The amount of time we have spent in St. George’s Hospital over the past couple of months does make me wonder whether we would be better just taking up permanent residence. Three weeks ago Alice was in to have her second cochlear implant replaced. Sadly, annoyingly and frustratingly she had received one of the now ‘oh so famous’ dodgy batch of Cochlear N5 implants which was doomed to failure from the point it left the production line. Something to do with moisture permeating the hermetic seal and shorting the device. God bless her, Alice still persevered with it as it intermittently worked, but eventually gave up as it was driving her mad.
Textbook surgery. 2.5 hours in and out and another full insertion of all the electrodes and home the next day. Thank you, yet again, Dr. David.
Mrs. Bump III:
And tomorrow at 1300 Alice will be switched on again. For the third time. Less dramatic, no doubt, than the first two times, but rest-assured our hearts will still skip the same beat when we see her give us the thumbs-up and we know it has all been worth it. For anyone considering a second implant, whilst Alice has survived remarkably well these two and a half months since the implant first failed, I cannot tell you how much we long to have her with two ears again. She hears so much better and I can’t wait to not have to repeat myself so much….bless her.

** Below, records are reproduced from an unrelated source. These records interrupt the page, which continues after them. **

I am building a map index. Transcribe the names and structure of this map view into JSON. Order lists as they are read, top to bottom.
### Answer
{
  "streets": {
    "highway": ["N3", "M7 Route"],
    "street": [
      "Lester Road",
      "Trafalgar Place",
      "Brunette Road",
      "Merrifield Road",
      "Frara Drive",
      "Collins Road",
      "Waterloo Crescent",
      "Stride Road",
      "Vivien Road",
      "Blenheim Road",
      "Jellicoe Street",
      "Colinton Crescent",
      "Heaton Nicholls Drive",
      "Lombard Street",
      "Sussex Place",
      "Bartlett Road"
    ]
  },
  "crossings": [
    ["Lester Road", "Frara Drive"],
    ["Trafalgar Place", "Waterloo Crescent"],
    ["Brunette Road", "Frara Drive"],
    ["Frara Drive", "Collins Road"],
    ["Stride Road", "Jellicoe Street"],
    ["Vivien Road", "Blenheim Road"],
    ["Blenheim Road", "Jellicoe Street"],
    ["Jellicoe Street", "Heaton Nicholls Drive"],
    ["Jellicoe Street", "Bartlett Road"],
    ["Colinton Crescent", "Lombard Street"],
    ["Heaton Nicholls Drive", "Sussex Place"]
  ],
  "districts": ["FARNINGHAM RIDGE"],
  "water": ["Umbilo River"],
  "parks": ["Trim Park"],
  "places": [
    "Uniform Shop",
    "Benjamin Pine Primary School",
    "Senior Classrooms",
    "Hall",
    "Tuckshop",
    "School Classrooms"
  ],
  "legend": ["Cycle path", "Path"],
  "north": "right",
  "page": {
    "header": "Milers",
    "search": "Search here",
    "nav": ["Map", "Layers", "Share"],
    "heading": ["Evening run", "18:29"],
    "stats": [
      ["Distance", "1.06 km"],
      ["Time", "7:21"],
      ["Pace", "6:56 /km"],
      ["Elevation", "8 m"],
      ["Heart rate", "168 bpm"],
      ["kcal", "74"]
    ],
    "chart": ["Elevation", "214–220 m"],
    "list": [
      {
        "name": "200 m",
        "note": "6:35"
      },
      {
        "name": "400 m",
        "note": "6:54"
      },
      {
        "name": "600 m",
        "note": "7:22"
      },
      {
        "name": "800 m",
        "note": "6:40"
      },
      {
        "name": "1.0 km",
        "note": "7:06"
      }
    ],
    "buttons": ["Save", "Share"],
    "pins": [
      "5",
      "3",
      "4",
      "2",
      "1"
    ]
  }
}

This would all be straightforward and enough for one day if it weren’t for the fact that our dear little Ollie will also be bilaterally implanted tomorrow. At 0900 he will go into theatre, all one-year-and-20-days-old of him. He shouldn’t have to face this; he doesn’t have to face this. This is a choice we have made for him and one we stand by, but it is a choice we have made for him nonetheless. Alice is proof enough of how right we were to have her implanted. She is a joy, a wonder, our Angel. Ollie won’t know what is going on. he will just be wondering why he can’t have his breakfast and why he wakes up at 1500 tomorrow afternoon all bandaged up. Poor Mr. Bump. So while Ollie is in theatre, we will be downstairs watching Alice being returned to the world of bilateral hearing. There’s something poetic about it really.
Do spare a prayer and a thought for the little man tomorrow. He really is such a joy and we love him so. I really can’t tell you how much I long to hear his voice; to see him turn to me calling him and to hear the words that accompany his joy and frustration. Be careful what you wish for though; Alice never shuts up these days and does a nice line in bossing us all around.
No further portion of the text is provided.